# Put Your Toys Away.



## davetgabby (Dec 29, 2007)

One of the handiest things to train in my case, because Molly loves her toys. Here's an article on back chaining this request.


----------



## StarrLhasa (Jun 6, 2010)

Thanks for posting that, Dave!


----------



## davetgabby (Dec 29, 2007)

StarrLhasa said:


> Thanks for posting that, Dave!


You're welcome Starr. So when I come to visit sometime, your place will be tidy , right? LOL


----------



## TilliesMom (Sep 30, 2010)

looking forward to watching and reading all about this ... I was JUST saying last night how Tillie NEEDS to learn to put her OWN toys away!! LOL perpetual toddler


----------



## Sheila (Sep 17, 2011)

I would love to teach my furkids to do that.lol.the only place they will put a toy is in my hand to throw for them.although my Tashi girl does hide her toys under the couch.


----------



## tokipoke (Feb 13, 2012)

Thank you for the video!
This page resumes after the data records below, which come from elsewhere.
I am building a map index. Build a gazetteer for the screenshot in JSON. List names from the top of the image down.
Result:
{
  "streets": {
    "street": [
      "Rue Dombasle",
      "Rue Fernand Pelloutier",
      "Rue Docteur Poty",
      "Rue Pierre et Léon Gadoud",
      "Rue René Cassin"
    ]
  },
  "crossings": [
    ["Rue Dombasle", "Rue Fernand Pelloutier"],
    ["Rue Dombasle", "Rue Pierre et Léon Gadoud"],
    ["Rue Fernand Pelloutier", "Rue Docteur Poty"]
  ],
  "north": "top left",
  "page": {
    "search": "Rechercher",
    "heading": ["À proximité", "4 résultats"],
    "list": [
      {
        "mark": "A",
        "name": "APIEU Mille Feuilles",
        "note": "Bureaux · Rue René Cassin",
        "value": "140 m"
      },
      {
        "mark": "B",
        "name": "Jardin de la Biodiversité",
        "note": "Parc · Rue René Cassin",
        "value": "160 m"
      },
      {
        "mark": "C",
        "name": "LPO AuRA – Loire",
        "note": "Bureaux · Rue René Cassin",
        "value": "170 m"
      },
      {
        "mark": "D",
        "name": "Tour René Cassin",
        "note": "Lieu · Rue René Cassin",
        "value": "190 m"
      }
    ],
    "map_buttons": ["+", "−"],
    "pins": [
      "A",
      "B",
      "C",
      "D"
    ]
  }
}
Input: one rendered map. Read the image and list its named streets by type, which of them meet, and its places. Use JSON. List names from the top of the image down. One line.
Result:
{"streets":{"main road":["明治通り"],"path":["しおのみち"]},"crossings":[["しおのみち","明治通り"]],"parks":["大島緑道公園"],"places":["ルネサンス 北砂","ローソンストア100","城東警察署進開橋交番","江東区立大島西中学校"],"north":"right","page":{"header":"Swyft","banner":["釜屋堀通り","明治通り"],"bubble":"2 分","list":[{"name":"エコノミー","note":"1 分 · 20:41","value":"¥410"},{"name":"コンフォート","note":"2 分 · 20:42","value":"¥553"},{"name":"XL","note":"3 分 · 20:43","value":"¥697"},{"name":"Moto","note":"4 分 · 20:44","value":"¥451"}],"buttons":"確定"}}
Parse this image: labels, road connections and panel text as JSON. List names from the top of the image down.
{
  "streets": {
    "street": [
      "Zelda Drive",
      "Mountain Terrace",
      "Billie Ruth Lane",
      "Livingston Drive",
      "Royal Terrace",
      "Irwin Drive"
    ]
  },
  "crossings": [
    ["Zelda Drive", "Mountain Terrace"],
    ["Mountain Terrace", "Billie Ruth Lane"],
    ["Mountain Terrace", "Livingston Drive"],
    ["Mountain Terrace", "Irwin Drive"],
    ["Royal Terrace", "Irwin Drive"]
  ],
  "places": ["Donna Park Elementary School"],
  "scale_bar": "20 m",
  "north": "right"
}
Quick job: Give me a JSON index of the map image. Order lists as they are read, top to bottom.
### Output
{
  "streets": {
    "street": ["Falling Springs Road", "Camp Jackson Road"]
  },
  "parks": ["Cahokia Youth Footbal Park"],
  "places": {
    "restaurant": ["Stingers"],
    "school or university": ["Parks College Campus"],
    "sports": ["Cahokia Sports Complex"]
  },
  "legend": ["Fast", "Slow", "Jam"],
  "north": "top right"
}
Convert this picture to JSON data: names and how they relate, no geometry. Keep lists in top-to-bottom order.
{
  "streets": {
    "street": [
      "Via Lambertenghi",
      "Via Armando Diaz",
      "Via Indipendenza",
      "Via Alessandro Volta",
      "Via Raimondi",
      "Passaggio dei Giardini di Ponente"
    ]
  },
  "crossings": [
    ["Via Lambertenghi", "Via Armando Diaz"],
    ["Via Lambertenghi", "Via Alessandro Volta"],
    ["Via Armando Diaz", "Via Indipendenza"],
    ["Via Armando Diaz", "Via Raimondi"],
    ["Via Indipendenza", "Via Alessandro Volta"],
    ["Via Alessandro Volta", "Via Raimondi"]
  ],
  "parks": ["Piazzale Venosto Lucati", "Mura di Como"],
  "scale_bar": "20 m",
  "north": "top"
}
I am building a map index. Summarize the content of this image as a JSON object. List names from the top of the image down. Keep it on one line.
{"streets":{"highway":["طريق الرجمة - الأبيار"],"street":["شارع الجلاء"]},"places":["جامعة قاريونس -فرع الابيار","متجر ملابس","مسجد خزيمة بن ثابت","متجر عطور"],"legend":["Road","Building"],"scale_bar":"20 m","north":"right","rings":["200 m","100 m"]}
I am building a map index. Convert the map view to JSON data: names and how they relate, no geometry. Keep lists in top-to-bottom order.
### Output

I wanted to train Louis to do this, and the video really simplifies it! The way I was thinking of doing it was going to be complicated. Louis has been the funnest dog to train. I love seeing him think through problems. Good thing for me is that when he learns something new and he knows he'll get a yummy reward, he doesnt stop doing the trick! After learning to sit or shake, that is all he wanted to do. I'm looking forward to having an organized house!


----------



## davetgabby (Dec 29, 2007)

tokipoke said:


> Thank you for the video! I wanted to train Louis to do this, and the video really simplifies it! The way I was thinking of doing it was going to be complicated. Louis has been the funnest dog to train. I love seeing him think through problems. Good thing for me is that when he learns something new and he knows he'll get a yummy reward, he doesnt stop doing the trick! After learning to sit or shake, that is all he wanted to do. I'm looking forward to having an organized house!


yeah it is simple. I too love watching them sit there with their wheels spinning in their little brains. LOL


----------